▶ [What you need to do]
Line by line, return everything in the listing exactly.

▶ [Source data]
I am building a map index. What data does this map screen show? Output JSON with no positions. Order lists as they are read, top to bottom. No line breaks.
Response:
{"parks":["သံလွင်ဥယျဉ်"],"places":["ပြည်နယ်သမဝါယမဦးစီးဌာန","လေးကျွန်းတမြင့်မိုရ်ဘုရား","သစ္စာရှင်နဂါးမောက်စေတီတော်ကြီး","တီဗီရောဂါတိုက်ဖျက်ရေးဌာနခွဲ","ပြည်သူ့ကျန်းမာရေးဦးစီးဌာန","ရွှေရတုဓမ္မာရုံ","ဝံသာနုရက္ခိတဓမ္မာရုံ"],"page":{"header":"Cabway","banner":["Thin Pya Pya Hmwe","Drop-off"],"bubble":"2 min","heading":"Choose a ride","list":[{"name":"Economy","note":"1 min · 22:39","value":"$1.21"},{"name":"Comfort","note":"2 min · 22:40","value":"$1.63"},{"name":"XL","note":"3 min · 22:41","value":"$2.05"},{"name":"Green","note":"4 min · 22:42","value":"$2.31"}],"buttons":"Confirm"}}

▶ [Task output]
I am building a map index. What data does this map screen show? Output JSON with no positions. Order lists as they are read, top to bottom. No line breaks.
Response:
{"parks":["သံလွင်ဥယျဉ်"],"places":["ပြည်နယ်သမဝါယမဦးစီးဌာန","လေးကျွန်းတမြင့်မိုရ်ဘုရား","သစ္စာရှင်နဂါးမောက်စေတီတော်ကြီး","တီဗီရောဂါတိုက်ဖျက်ရေးဌာနခွဲ","ပြည်သူ့ကျန်းမာရေးဦးစီးဌာန","ရွှေရတုဓမ္မာရုံ","ဝံသာနုရက္ခိတဓမ္မာရုံ"],"page":{"header":"Cabway","banner":["Thin Pya Pya Hmwe","Drop-off"],"bubble":"2 min","heading":"Choose a ride","list":[{"name":"Economy","note":"1 min · 22:39","value":"$1.21"},{"name":"Comfort","note":"2 min · 22:40","value":"$1.63"},{"name":"XL","note":"3 min · 22:41","value":"$2.05"},{"name":"Green","note":"4 min · 22:42","value":"$2.31"}],"buttons":"Confirm"}}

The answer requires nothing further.